Below are the records; work out how many lines among them contain "Galilea", and write nothing besides that number.

::: DATA PROVIDED :::

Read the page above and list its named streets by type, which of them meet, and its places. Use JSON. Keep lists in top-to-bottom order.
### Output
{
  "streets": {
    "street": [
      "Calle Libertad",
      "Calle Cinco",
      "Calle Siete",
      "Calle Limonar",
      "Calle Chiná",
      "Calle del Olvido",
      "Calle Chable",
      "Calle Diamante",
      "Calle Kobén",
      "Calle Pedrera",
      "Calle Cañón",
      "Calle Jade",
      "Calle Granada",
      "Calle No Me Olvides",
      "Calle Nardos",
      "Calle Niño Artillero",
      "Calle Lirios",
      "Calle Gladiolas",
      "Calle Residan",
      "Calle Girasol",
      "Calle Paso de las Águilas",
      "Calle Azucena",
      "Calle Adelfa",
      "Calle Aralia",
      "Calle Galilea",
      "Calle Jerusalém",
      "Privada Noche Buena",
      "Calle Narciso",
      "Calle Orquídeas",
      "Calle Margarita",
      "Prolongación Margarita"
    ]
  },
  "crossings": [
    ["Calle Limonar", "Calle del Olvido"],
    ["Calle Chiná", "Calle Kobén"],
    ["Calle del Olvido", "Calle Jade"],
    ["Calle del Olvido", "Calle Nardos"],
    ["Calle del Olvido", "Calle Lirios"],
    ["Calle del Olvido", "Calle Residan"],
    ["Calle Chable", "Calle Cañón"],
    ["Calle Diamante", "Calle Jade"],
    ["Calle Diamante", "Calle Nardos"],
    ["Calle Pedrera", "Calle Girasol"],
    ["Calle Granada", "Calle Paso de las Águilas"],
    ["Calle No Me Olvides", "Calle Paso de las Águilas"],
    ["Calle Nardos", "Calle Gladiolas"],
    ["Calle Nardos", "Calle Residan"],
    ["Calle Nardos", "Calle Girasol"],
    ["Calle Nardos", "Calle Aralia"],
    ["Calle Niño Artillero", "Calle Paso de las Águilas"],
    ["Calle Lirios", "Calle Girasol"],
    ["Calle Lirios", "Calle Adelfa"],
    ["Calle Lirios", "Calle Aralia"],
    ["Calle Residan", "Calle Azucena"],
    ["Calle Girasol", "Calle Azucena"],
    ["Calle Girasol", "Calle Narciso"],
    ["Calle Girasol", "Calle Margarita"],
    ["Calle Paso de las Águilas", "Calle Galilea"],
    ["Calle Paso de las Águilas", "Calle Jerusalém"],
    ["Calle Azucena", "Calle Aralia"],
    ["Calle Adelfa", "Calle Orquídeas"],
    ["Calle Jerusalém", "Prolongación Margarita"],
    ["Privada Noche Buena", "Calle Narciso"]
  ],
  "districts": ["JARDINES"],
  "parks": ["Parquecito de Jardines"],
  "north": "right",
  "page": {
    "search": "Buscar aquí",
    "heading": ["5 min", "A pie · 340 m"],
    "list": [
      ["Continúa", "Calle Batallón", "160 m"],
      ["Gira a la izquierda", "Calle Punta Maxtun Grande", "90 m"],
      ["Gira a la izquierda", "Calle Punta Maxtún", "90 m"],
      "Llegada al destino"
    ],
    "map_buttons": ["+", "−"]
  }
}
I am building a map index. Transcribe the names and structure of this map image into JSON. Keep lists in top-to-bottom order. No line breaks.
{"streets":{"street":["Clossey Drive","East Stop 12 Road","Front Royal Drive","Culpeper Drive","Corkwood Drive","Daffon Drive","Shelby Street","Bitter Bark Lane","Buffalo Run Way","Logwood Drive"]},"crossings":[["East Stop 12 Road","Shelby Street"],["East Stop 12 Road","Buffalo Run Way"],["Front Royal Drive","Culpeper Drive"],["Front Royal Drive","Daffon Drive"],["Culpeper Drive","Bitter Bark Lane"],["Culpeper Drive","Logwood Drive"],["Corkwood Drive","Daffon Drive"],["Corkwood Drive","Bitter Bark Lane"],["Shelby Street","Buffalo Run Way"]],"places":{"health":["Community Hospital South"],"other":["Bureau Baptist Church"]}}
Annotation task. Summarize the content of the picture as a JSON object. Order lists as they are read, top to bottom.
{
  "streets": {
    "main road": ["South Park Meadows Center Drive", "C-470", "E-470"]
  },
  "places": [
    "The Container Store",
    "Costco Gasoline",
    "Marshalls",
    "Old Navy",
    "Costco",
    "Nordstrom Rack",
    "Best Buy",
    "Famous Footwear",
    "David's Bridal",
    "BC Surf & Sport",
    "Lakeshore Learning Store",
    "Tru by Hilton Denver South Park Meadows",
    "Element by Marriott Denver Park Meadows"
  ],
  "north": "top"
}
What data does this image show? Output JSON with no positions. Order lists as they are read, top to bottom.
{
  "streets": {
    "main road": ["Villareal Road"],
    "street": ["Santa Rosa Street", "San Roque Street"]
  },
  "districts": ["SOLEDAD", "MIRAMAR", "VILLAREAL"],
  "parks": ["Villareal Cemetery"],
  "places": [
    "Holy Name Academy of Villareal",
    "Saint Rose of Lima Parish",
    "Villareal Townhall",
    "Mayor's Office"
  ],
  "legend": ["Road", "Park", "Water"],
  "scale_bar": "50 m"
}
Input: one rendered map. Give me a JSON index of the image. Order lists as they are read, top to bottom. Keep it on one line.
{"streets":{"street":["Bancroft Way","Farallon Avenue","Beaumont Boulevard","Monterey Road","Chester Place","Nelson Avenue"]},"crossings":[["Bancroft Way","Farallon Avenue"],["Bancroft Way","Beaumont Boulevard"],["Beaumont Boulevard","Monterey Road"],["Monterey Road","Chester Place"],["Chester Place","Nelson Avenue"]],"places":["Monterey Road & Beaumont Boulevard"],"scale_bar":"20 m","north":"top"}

:::

**RESULT:** 2